もうひとつの三・一デモ
(写真撮影/筆者)
3月1日、韓国では毎年恒例の三一節(1919年3月1日、日本の植民地支配に抵抗して朝鮮全域で発生した大規模独立運動の記念日)だが、今年は特に百周年記念ということで大々的な式典が催された。これに併せて日本でも各地でさまざまなイベントが催行されたのだが、異色だったのは東京駅周辺をおよそ1時間にわたって練り歩いた「三・一アジアの自由と平和を守る行進」だった。

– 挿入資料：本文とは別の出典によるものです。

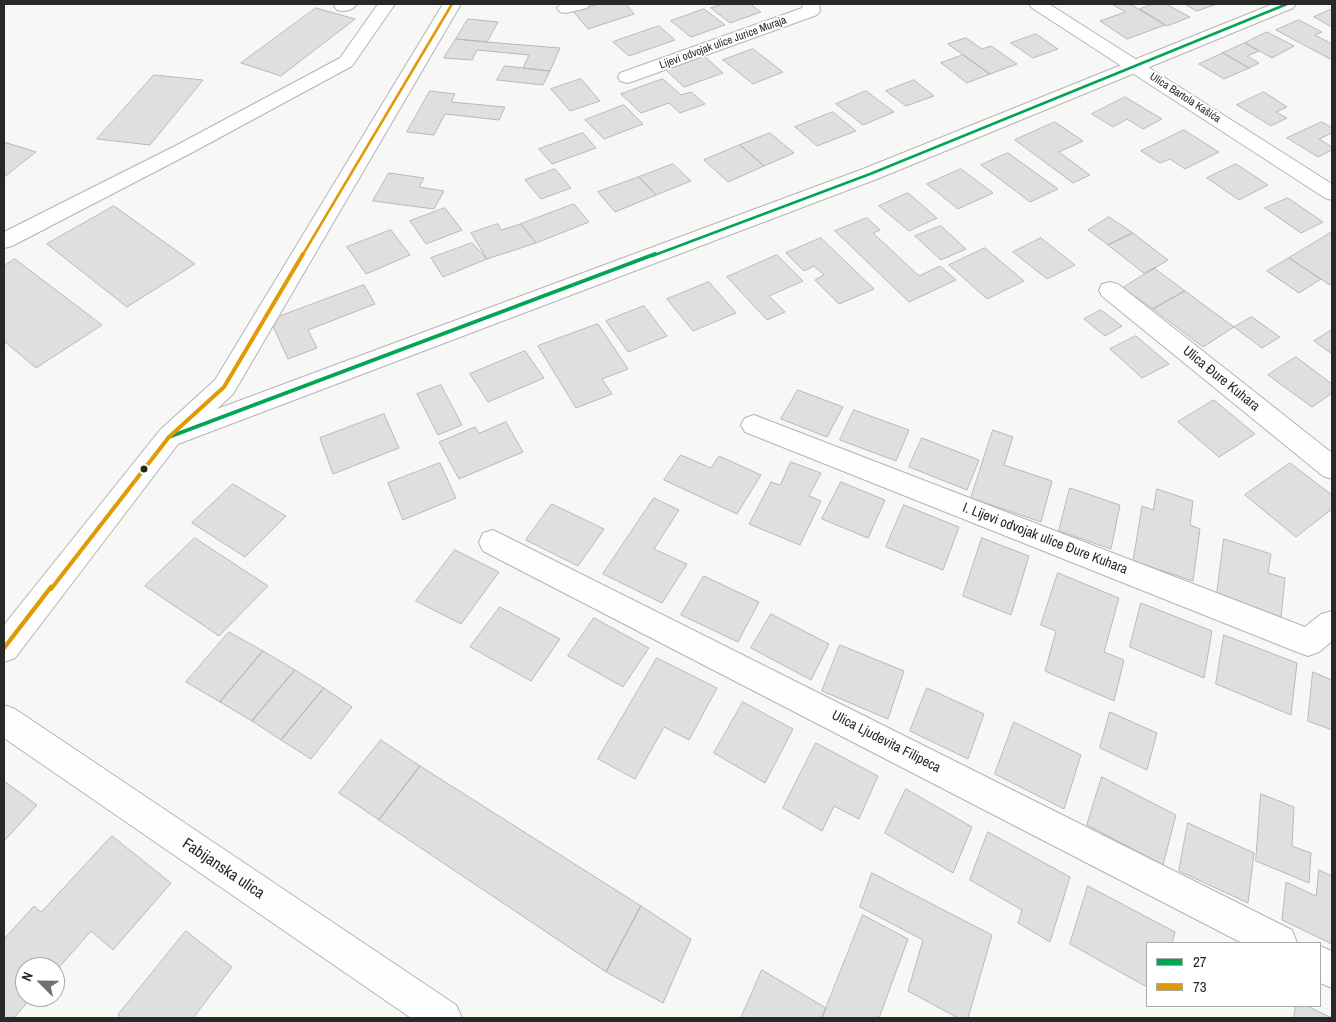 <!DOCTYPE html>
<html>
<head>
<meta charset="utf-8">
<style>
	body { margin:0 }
	#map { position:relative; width:1336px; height:1022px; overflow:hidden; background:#f7f8f6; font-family:"Archivo Narrow",sans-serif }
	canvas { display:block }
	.frame { position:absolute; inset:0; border:5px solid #282927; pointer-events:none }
	.legend { position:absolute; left:1146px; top:942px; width:175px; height:65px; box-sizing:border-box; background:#fff; border:1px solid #a9a9a9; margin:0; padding:6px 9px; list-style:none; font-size:15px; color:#282927 }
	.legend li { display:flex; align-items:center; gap:10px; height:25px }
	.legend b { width:25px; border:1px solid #a9a9a9 }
	.north { position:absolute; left:15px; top:957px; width:50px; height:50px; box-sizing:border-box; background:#fff; border:1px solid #a9a9a9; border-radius:50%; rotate:293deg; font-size:14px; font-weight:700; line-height:20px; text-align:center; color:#282927 }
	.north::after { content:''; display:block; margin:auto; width:18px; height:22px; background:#70716f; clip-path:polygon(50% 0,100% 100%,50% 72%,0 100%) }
</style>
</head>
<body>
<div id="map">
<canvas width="1336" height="1022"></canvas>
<div class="frame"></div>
<ul class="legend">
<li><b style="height:6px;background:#00a651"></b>27</li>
<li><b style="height:6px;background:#e29a04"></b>73</li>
</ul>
<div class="north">N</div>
</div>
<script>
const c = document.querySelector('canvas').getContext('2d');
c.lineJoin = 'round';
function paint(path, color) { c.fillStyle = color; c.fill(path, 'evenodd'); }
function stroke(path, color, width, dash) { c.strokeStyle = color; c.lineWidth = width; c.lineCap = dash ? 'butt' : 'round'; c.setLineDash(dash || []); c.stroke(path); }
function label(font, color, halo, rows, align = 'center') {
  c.font = font + ' "Archivo Narrow",sans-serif'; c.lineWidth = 4; c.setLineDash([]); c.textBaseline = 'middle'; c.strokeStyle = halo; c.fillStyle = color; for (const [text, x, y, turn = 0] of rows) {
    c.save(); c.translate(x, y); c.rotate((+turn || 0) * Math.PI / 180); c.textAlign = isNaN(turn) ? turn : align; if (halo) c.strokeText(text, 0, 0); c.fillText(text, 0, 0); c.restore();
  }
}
const building = new Path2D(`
	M600,4H626L634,14L588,29L573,11Z
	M723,4H750L761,12L730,23L711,8Z
	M1112,4H1130L1165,25L1127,39L1100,21L1125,12Z
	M1154,4H1166L1190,17L1167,26L1140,9Z
	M1185,4H1217L1197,11Z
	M316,8L355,19L281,76L241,63Z
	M704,9L725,25L691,37L671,21Z
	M1332,9V27L1314,17Z
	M468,19L498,22L487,42L456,39Z
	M1299,20L1322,32L1315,35L1332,44V60L1276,30Z
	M659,26L675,40L629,56L613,42Z
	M1267,32L1294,46L1272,58L1245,43Z
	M1036,34L1058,49L1033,58L1011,43Z
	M966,38L982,49L991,46L1017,64L990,74L948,44Z
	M456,39L487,42L560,48L550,71L523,68L529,55L477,50L472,60L444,58Z
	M1245,43L1259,51L1247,56L1259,63L1249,68L1223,53Z
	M753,49L783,72L753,84L723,60Z
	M1223,53L1249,68L1224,79L1199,64Z
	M963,55L990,74L967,83L941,63Z
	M704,56L723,73L684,87L665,69Z
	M505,66L550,71L543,85L497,80Z
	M154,75L203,80L150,145L97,139Z
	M581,79L600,101L570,111L551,89Z
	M663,79L681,95L691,92L705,104L680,113L669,103L641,113L621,94Z
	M914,80L934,96L906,106L886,91Z
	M430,91L455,94L451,102L505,107L499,120L445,114L434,135L407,132Z
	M866,91L894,112L863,125L836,104Z
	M1264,92L1287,107L1276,112L1287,118L1271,126L1237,105Z
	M1125,97L1162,119L1143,129L1127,119L1113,127L1092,114Z
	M624,105L643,124L604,139L585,120Z
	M833,112L856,131L817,146L795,127Z
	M1055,122L1083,141L1059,152L1090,175L1073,183L1015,140Z
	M1322,122L1332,128V133L1319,139L1332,147V150L1318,157L1287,138Z
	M1184,130L1219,152L1185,169L1170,159L1160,163L1141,151Z
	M583,133L596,148L552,164L539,149Z
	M770,133L794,153L764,166L740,145Z
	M4,142L36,152L4,177Z
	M740,145L764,166L728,182L704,160Z
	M1008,153L1058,189L1030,202L981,165Z
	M673,164L691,181L656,195L639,177Z
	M1236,164L1268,185L1239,200L1207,178Z
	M555,169L571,188L541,199L525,180Z
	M961,169L993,193L958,209L927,184Z
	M389,173L424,178L419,187L444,191L434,209L373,201Z
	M639,177L656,195L615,212L598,192Z
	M908,193L937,218L909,231L879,206Z
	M1288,198L1323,222L1301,233L1265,208Z
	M574,204L589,222L536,243L521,224Z
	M114,206L195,264L127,307L47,244Z
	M445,208L462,230L426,244L410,221Z
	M1109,217L1133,233L1108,245L1088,230Z
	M867,218L880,230L873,233L919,276L940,266L956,280L909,302L835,231Z
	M498,224L501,230L521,224L536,243L487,259L471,233Z
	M941,226L966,249L941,260L915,236Z
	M391,230L410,255L366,274L347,247Z
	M1332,232V284L1330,285L1289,258Z
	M1133,233L1168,260L1145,274L1108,245Z
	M821,238L874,289L839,304L815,280L824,275L814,266L804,271L786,253Z
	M1041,238L1075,265L1047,279L1013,252Z
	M472,243L487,259L443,277L431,258Z
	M985,248L1024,281L987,299L949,265Z
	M777,255L803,281L769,296L785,312L767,320L727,277Z
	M1289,258L1321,279L1299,293L1267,271Z
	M15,259L102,325L36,368L4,341V266Z
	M1154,268L1185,291L1153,309L1123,288Z
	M709,282L736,313L693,331L667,299Z
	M364,285L375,304L308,330L317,348L288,359L270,320Z
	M1185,291L1234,327L1203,347L1153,309Z
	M644,306L667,336L628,352L606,321Z
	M1101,310L1122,326L1105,336L1084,319Z
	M1252,317L1280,337L1262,348L1234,327Z
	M598,324L628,369L602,379L612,394L576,408L538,346Z
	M1332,330V354L1314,341Z
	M1136,336L1169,364L1142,378L1110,349Z
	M525,351L544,378L488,402L470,374Z
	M1296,357L1332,384V393L1312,407L1268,375Z
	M441,385L462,425L438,435L417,394Z
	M798,390L843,407L827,437L781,419Z
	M1214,400L1255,434L1219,457L1178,422Z
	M854,410L909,430L896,461L840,440Z
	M384,414L399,448L333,474L320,438Z
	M506,422L523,452L459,479L439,442L475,427L479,433Z
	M993,430L1013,437L1004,465L1052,481L1041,522L971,498Z
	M922,438L979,460L967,490L909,467Z
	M681,455L711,468L719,456L761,475L737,514L664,480Z
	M791,462L821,473L809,496L821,501L800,545L749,524L771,482L780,485Z
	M440,463L456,498L403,520L388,483Z
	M1290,463L1332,495V509L1296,537L1245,495Z
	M841,482L885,500L868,538L822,519Z
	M233,484L286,516L245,557L192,523Z
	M1070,488L1120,505L1111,549L1059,531Z
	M1157,489L1193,501L1190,525L1200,529L1193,581L1133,561L1142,506L1153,510Z
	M654,498L679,510L654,549L687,564L662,603L603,574Z
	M552,504L604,529L578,566L526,540Z
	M904,505L959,527L943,570L886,547Z
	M195,538L268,586L219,636L145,586Z
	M982,538L1029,556L1011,615L963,596Z
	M1224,539L1271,554L1268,573L1285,578L1281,617L1217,594Z
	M455,550L499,572L461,624L416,601Z
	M1058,573L1119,598L1104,652L1124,660L1114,701L1045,671L1056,631L1041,625Z
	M704,576L759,602L738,642L681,615Z
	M1141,603L1212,631L1204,678L1130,647Z
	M500,607L560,639L531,681L470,647Z
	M771,614L829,644L811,680L751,648Z
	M594,618L649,648L623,687L568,656Z
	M229,632L263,651L220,702L186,682Z
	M1224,635L1297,663L1291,715L1216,684Z
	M840,645L904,671L888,719L822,691Z
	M263,651L295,670L252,721L220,702Z
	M657,658L717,688L689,740L664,727L635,779L598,759Z
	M295,670L324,688L281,740L252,721Z
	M1313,672L1332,680V730L1308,721Z
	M324,688L352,707L311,759L281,740Z
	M927,688L984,714L968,759L910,731Z
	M743,702L793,729L765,783L714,753Z
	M1110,712L1157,733L1147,770L1100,748Z
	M1014,722L1081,755L1064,809L995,774Z
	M381,740L420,766L379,820L339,793Z
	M816,743L878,776L859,819L834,806L822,831L783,808Z
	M420,766L641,906L606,972L379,820Z
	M1102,777L1176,815L1163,865L1087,825Z
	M4,781L37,805L5,840L4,839Z
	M906,789L972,827L953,873L885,833Z
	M1261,794L1294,807L1292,846L1311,853L1309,883L1256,861Z
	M1188,823L1254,853L1248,903L1179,871Z
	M988,832L1070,877L1050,942L1018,923L1022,910L970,880Z
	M112,836L171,883L113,950L91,931L55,972V967H25V997H32L14,1018H4V939L34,906L41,912Z
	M1319,870L1332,876V944L1282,920L1286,882L1316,896Z
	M872,873L992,935L968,1018H958L908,991L923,940L860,907Z
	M1088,886L1175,932L1172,943H1147V987L1070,944Z
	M641,906L691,939L663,1003L606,972Z
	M863,915L908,939L879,1018H822Z
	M186,931L232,967L193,1018H122L118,1015Z
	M762,970L826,1008L822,1018H741Z
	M1296,1006H1307L1332,1018H1294Z`);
paint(building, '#dedfde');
stroke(building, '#b8b8b8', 1);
const street = new Path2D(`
	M336,4H357C352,11 344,12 337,10L334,6Z
	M378,4H395L352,66L193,152L12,246L4,248V232L179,144L340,58Z
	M560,4H590L587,8L566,13L560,12L557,8Z
	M803,4H819L820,11L817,15L634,81L627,83L620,81L618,77L620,73L802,8Z
	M1029,4H1049L1332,184V200L1325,198L1032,8Z
	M1110,282L1118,284L1332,453V479L1323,476L1102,296L1099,290L1102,284Z
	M754,415L1305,627L1321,614L1332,611V641L1319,652L1308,656L1297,652L745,432L741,425L745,418Z
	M493,530L1292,930L1297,943H1242L483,551L479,542L483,533Z
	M1320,946L1332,951V988L1320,983Z`);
const secondary = new Path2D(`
	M443,4H461L233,394L217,409L863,169L1273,4H1296L1293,8L877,179L178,444L15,658L4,662V625L160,430L215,380Z
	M4,705L15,709L456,1005L462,1018H411L4,738Z`);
stroke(street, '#b3b4b2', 2);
stroke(secondary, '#b3b4b2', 2);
paint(street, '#fefefe');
paint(secondary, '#fefefe');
stroke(new Path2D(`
	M652,256L870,174L1287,4`), '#00a651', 2.5);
stroke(new Path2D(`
	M169,437L655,254`), '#00a651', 4);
stroke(new Path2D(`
	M302,256L452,4`), '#e29a04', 2.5);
stroke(new Path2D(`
	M51,589L169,437L224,387L303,254`), '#e29a04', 4);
stroke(new Path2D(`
	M4,648L51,587`), '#e29a04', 4.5);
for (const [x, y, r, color] of [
	[144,469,4.5,"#282927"]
]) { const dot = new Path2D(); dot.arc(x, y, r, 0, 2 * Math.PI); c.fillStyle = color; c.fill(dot); stroke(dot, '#fff', 2); }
label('11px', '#282927', '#fff', [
	["Lijevi odvojak ulice Jurice Muraja",723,43,-20],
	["Ulica Bartola Kašića",1185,98,33]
]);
label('14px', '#282927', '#fff', [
	["Ulica Đure Kuhara",1221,379,39],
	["I. Lijevi odvojak ulice Đure Kuhara",1045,539,21],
	["Ulica Ljudevita Filipeca",886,742,27]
]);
label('16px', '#282927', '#fff', [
	["Fabijanska ulica",223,869,34]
]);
</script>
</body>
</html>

韓国側の主張に迎合して「暗黒の日帝支配下植民地時代」や「いまなお続く差別やヘイトスピーチ問題」を喧しく言い立てる反日集会が連日のように開催されていたなか、三・一当日に開催されたこのデモ行進では、集まったおよそ200人が太極旗と星条旗、そして日章旗を翻し、
「金正恩、北朝鮮は拉致被害者全員を返せ」
「自由を愛する韓国国民よ立ち上がれ」
「日米韓が結束してアジアの自由民主主義を守ろう」
「中国共産党全体主義は日本から出ていけ」
……等々、日韓、そして日米韓の結束を訴えるとともに、中朝共産全体主義を排斥するシュプレヒコールを勇ましく叫んでいた。

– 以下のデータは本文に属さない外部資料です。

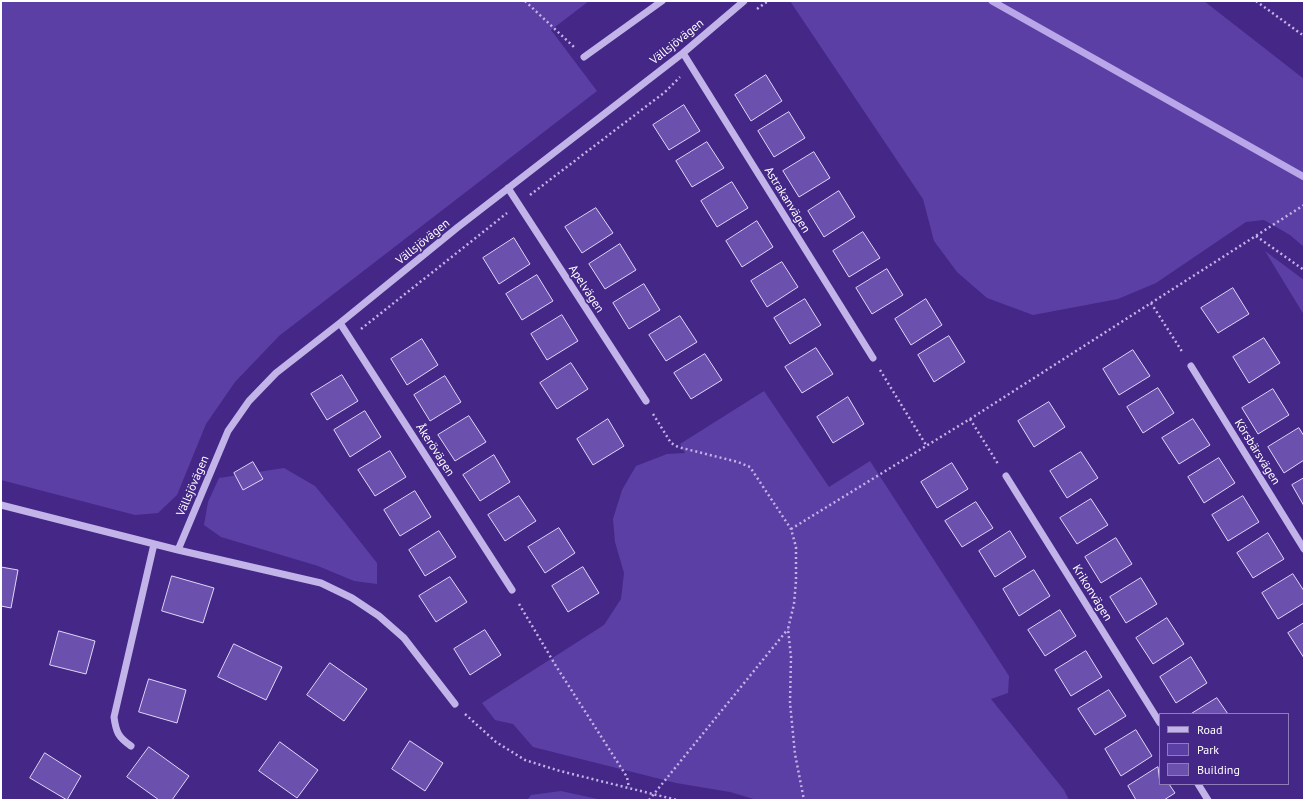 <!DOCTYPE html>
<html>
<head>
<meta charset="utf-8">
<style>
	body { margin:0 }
	#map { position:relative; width:1305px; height:801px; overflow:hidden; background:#442787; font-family:"PT Sans",sans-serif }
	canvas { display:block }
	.frame { position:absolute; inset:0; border:2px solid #fff; pointer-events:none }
	.legend { position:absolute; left:1159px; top:713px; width:130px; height:72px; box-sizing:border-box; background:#442787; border:1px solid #8f7db7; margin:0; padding:5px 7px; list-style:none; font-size:12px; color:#fff }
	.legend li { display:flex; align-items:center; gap:8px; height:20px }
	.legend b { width:20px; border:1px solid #8f7db7 }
</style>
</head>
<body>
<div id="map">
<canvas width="1305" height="801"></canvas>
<div class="frame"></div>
<ul class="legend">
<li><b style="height:5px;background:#c2b3e8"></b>Road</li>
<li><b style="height:11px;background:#5c3fa5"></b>Park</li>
<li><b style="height:11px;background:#6b50ae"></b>Building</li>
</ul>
</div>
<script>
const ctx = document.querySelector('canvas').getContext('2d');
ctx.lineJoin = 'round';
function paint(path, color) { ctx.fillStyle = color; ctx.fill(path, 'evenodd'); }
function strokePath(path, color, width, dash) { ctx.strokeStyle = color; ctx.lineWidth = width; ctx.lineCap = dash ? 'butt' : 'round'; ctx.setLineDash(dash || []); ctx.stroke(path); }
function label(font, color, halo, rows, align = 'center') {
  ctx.font = font + ' "PT Sans",sans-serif'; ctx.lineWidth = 3.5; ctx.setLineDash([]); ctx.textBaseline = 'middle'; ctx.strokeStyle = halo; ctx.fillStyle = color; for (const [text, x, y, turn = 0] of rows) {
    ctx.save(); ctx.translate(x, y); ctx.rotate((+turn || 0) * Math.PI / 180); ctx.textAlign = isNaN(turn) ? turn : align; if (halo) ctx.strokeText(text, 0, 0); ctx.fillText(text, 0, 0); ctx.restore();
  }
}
const green = new Path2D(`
	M1,1H589L551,30L597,91L279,336L235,382L206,424L177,495L158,513L135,515L1,480Z
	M790,1H1204L1304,79V247L1290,235L1264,220L1246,222L1156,283L1118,299L1033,315L987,298L957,272L934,241L923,199Z
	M1265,251L1304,280V315Z
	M764,391L829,487L870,461L1009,676L1008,693L991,699L1064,790L1069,800H757L730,792L676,783L533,747L513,724L495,720L482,703L604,625L621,599L624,573L615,542L613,519L622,490L636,466L667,454L685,453L680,444Z
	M284,468L315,486L343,520L377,563V584L354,581L318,566L221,537L204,525L208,502L219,478Z
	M561,791L602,800H527L531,795Z`);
const stream = new Path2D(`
	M992,1L1304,177`);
const building = new Path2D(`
	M766,75L782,101L751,121L735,95Z
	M684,105L700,131L669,150L653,125Z
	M789,112L805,138L774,157L758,131Z
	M707,142L724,168L692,187L676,161Z
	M814,152L830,178L799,197L783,171Z
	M732,182L748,208L717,227L701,201Z
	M839,191L855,217L824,237L808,211Z
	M596,208L613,233L582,253L565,227Z
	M757,221L773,247L742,267L726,241Z
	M863,232L880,258L849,277L833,251Z
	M514,238L530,264L499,284L483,258Z
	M620,244L636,270L605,289L589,264Z
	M782,262L798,287L767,307L751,281Z
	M887,269L903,295L872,314L856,288Z
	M537,275L553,301L522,320L506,294Z
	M644,284L660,310L629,329L613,303Z
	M1233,288L1249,314L1218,333L1201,308Z
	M805,299L821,325L790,344L774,318Z
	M926,299L942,325L911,345L895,319Z
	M562,315L578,341L547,360L531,334Z
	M680,316L697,342L666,361L649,335Z
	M949,336L965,362L934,382L918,355Z
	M1264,338L1280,363L1249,383L1233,357Z
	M422,339L438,365L407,385L391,359Z
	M816,348L833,374L802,393L785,367Z
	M1133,350L1150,376L1119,395L1103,369Z
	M705,354L722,380L691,399L674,373Z
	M571,363L588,389L557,409L540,383Z
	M342,375L358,401L327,420L311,394Z
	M445,376L461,402L430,421L414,395Z
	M1158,388L1174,413L1143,433L1127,407Z
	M1273,389L1289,415L1258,434L1242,408Z
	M848,397L864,424L833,443L817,417Z
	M1049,402L1065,427L1034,447L1018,421Z
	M365,411L381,437L350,457L334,430Z
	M469,416L486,442L455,461L438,435Z
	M608,419L624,446L593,465L577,439Z
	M1193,419L1210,445L1179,464L1162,438Z
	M1299,428L1304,436V460L1284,473L1268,447Z
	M390,451L406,477L375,496L358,470Z
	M1081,452L1098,478L1067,498L1050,471Z
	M494,455L510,482L480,501L463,475Z
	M1219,458L1235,483L1204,503L1188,477Z
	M253,462L263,479L243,490L234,473Z
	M952,463L968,489L937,508L921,482Z
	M1304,478V506L1292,485Z
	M415,491L431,517L400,536L384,510Z
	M519,496L536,521L505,541L488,515Z
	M1243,496L1259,522L1228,541L1212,515Z
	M1091,499L1108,525L1077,544L1060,518Z
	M976,502L993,528L962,547L945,521Z
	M559,528L575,553L545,573L528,547Z
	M439,531L456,557L425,576L409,550Z
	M1010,531L1026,557L995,577L979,551Z
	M1268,533L1284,559L1253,578L1237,553Z
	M1116,538L1132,564L1101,583L1085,557Z
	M1,567L18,570L11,608L1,606Z
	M583,567L599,593L568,612L552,586Z
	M1034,570L1050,596L1019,616L1003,589Z
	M1293,574L1304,591V603L1278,619L1262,593Z
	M172,576L214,588L203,623L162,611Z
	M450,577L467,602L436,622L419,596Z
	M1141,578L1157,604L1126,623L1110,597Z
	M1060,610L1076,636L1045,656L1028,630Z
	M1167,618L1184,644L1153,664L1136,638Z
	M1304,623V658L1288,633Z
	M485,630L501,655L470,675L454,649Z
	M59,631L95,641L86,674L50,665Z
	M234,644L282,667L266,700L218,677Z
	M1086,651L1102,677L1071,696L1055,670Z
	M1191,657L1207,683L1176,703L1160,677Z
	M330,663L367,689L344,721L307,695Z
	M149,679L186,690L177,723L139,712Z
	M1109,690L1126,716L1095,735L1078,709Z
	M1217,698L1228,714H1191Z
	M1136,730L1152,756L1121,776L1105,749Z
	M410,741L443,763L425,791L392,769Z
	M280,742L318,770L297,798L259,771Z
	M149,747L189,776L172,800H159L127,777Z
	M45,753L81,776L67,800L30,778Z
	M1158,767L1160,784H1169L1175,793L1164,800H1136L1128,786Z`);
const path = new Path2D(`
	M525,1L574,47
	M1256,1L1304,36
	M757,9L768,1
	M530,195L665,92L680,77
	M1256,236L1304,270
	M1151,303L1183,353
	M361,329L507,213
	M880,370L926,445
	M653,414L671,443L678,447L738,462L750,467L791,529L796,547V581L794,604L788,629L791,657L790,703L795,754L804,800
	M970,419L998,464
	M791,529L970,419L1304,205
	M519,604L556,666L627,777L629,788
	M465,714L496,742L525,760L560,771L677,800
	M649,800L788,629`);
const minor = new Path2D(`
	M683,53L873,358
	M584,57L662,1
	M508,188L646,401
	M340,323L512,590
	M1191,366L1304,549
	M1006,476L1160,723
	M1,505L178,550L228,431L249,401L276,373L340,323L458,227L683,53L744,1
	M178,550L321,583L352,598L379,616L404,638L455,704
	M131,746C118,737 116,732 114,717L154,544
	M1198,784L1208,800`);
const streetNames = [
	["Vällsjövägen",677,42,-39],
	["Astrakanvägen",787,200,58],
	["Vällsjövägen",423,242,-39],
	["Apelvägen",586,289,57],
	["Åkerövägen",435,450,57],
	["Körsbärsvägen",1257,452,58],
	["Vällsjövägen",193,486,-67],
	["Krikonvägen",1092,593,58]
];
paint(green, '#5c3fa5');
strokePath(stream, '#b9a7e9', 7);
paint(building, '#6b50ae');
strokePath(building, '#e0d7f7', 1);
strokePath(path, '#c2b3e8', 2.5, [2, 3]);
strokePath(minor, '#c2b3e8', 7);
label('12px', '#fff', '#442787', streetNames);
</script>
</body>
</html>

当日は平日の午後、告知はSNSで呼びかけただけだったにもかかわらず、北海道から九州、そして韓国からも志願者が結集して日韓の連帯、そして日米韓同盟の強化を訴えたのだった。
慰安婦問題を筆頭懸案としてもともと良好とは言えなかった日韓関係だったが、昨年末の韓国最高裁によるあまりにも理不尽な「徴用工判決」、自衛隊機レーダー照射事件、今年に入ってからは韓国国会議長の天皇謝罪要求発言などで、日本人、とりわけ保守層の反韓感情が頂点に達しようとしているさなかであった。
ロウソクデモの火付け役
その保守陣営のなかから、このように冷静かつ現実的な運動が自然発生的に沸き起こってきたのは、まことによろこばしいことと言える。日韓分断、そして日米韓分断こそが現在の暴慢韓国を狂わせ、傍若無人に振る舞わせている北のレッドコリア、そしてその後ろで糸を引くレッドチャイナの外交・軍事戦略の既定路線であり、基底路線だからだ。
つまり、日韓外交の転換点ともなり得る可能性を秘めた意義深い街宣行動であったのだが、これを報じたメディアは在日韓国人系の統一日報のみ。この重要性に、日本のマスコミは誰も気づかなかったようだ。
一部の保守論者たちの言うように、サムスンを締め上げて韓国が音を上げれば、たしかに多くの日本人はザマミロと溜飲を下げるだろうが、結果、韓国が中朝赤色連合にみ込まれて対馬海峡の向こう側まで真っ赤っ赤に染まってしまったら、どうするのか。地政学的見地から考えれば、とてもではないが「いい気味だ」などと笑っていられる場合ではない。
朴槿惠前大統領の罷免を受けて文在寅が第19代韓国大統領に就任したのは、2017年5月。いまさら繰り返すまでもないが、その朴槿惠を退陣に追い込んだのが前年秋から始まった空前絶後の街宣運動、キャンドル市民革命とも呼ばれたロウソクデモだった。
2016年10月29日にソウルで最初のキャンドル集会が開催されて以来、市民の群れは瞬く間に膨れ上がり、12月初旬の最高潮時には、ソウル市だけで200万人を超えた。主催の「朴槿惠退陣緊急国民行動」には全国70都市から2300を超す市民団体が参加し、20週にもわたった期間中、全国各地で累計では約1600万人が街頭に出たという(主催者側発表)。
まるで100年前の三・一独立運動が現代に蘇ったかのようなあの巨大デモの引き金を引いたのは、一体誰だったのか。契機になったのは、朴槿惠がその地位を利用して旧友の実業家に国政介入を許し便宜供与を図ったという、いわゆる崔順実ゲート事件だったということになっているが、実はそうではない。本当のターニングポイントはその100日以上前、2016年の6~7月にあった。